Euclidean space $\mathbb{R}^n$ is equipped with a lot of nice (algebraic, metric, topological,...) structure and has many nice properties as such, regardless of the dimension $n$ (simple-connectedness, finite-dimensionality, abelianness, having a uniform lattice, being a $\sigma$-finite measure space, and the list goes on...) . It seems interesting to me to try and find geometric/algebraic objects with non-integer dimension while trying to preserve as many properties of classical euclidean space as we can.

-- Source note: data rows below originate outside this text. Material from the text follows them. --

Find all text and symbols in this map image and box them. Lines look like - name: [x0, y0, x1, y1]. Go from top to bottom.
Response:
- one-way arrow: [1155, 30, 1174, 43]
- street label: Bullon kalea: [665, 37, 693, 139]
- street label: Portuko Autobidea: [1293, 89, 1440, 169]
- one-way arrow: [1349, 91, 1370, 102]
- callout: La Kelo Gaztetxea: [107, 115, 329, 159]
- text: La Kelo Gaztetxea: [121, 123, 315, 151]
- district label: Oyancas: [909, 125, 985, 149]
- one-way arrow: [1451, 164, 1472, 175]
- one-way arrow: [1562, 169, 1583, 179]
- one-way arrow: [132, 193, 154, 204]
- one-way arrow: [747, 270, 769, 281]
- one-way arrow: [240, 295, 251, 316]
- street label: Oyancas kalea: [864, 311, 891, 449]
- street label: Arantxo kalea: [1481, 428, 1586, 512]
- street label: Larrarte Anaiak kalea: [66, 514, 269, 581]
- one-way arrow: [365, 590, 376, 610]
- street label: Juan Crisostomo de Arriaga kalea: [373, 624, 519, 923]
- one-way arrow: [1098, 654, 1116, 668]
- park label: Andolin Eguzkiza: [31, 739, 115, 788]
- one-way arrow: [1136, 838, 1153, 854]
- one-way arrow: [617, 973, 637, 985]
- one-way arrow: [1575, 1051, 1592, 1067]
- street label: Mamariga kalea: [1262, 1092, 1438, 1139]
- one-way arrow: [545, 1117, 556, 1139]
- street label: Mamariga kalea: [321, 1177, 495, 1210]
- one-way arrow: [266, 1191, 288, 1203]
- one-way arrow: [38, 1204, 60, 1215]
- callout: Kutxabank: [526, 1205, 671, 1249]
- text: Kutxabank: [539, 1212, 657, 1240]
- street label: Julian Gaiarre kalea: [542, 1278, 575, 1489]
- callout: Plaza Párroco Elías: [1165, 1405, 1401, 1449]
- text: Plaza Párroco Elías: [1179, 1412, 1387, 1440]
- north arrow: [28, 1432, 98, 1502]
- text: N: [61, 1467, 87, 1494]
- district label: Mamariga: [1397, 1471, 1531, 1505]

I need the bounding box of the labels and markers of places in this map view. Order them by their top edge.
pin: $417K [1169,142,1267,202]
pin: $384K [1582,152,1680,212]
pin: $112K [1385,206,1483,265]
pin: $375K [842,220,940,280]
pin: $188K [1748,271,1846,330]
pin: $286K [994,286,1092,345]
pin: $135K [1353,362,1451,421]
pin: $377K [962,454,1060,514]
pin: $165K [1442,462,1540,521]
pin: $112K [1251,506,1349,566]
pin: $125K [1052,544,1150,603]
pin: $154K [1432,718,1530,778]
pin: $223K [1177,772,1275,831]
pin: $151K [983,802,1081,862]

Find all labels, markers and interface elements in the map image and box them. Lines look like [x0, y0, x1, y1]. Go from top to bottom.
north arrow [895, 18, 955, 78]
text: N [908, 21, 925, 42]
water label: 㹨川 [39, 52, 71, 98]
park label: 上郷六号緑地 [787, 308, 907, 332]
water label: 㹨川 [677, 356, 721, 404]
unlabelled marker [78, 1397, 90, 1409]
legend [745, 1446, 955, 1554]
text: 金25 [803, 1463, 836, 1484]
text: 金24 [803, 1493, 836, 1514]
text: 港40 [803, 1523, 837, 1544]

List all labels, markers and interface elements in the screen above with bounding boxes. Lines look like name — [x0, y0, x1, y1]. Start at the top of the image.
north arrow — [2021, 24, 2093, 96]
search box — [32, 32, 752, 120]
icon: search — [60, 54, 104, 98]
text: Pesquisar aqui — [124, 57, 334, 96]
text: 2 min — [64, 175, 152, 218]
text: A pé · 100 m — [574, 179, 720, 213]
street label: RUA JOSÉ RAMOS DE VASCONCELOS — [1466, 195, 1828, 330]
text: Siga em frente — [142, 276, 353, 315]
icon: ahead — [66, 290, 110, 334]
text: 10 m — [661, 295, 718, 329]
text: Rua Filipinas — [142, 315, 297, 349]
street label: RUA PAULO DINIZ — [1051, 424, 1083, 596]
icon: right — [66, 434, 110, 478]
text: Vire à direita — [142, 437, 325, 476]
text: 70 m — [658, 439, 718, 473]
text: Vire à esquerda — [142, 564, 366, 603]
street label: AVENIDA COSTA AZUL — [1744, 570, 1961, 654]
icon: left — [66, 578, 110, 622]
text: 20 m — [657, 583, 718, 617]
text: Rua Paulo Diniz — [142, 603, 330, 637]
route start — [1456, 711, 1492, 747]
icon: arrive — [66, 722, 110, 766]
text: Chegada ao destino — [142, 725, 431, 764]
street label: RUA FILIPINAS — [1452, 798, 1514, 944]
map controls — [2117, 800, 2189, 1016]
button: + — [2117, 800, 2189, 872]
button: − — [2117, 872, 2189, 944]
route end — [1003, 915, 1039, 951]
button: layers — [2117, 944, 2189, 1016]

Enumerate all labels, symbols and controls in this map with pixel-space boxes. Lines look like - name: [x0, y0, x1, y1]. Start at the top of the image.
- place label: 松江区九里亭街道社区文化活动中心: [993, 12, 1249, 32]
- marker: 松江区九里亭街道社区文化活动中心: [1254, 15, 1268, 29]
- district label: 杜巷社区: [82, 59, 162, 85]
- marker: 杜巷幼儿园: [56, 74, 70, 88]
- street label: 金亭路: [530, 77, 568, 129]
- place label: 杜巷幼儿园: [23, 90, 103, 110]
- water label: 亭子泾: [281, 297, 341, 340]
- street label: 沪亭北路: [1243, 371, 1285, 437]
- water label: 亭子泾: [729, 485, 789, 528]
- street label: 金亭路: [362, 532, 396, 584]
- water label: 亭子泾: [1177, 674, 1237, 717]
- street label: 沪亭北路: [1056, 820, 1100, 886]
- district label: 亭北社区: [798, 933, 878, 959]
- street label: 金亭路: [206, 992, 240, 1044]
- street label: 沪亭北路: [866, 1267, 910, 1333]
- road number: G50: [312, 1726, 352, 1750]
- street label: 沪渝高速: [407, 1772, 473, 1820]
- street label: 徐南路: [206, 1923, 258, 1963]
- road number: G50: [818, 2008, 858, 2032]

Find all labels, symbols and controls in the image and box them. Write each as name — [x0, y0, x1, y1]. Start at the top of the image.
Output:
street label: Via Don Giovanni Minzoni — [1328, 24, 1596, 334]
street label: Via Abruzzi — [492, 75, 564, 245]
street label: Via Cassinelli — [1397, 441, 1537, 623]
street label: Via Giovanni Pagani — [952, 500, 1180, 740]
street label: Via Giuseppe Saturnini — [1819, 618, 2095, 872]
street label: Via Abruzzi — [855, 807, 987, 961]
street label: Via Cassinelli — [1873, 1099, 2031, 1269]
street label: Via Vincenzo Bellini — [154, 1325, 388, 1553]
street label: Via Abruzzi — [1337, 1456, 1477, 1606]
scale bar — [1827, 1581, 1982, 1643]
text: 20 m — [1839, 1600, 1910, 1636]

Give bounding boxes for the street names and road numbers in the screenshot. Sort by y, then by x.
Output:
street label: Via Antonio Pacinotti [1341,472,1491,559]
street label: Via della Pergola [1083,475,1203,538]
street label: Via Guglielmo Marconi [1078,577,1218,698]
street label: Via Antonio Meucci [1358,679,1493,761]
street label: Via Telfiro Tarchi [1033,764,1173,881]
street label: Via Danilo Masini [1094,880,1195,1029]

Some thoughts: the dimension of a vector space is always an integer so let's forget about vector spaces altogether (but stay in $\mathbb{R}^n$ for some large $n$) and interpret "dimension" as "Hausdorff dimension" (this seems geometrically intuitive to me, though I'm aware that there are many other notions of dimension in $\mathbb{R}^n$ or general metric spaces). One way of thinking of $\mathbb{R}^n$ is as a connected, simply-connected locally compact Hausdorff topological group, so I wonder now whether for every $\alpha > 0$ there is some "canonical" model of a topological group (implicitly assumed to lie in $\mathbb{R}^n$ for some $n$) with these properties and with the additional property that it is $\alpha$-dimensional (in the Hausdorff dimension sense). In the case where $\alpha$ is a positive integer, it is obvious what this model should be.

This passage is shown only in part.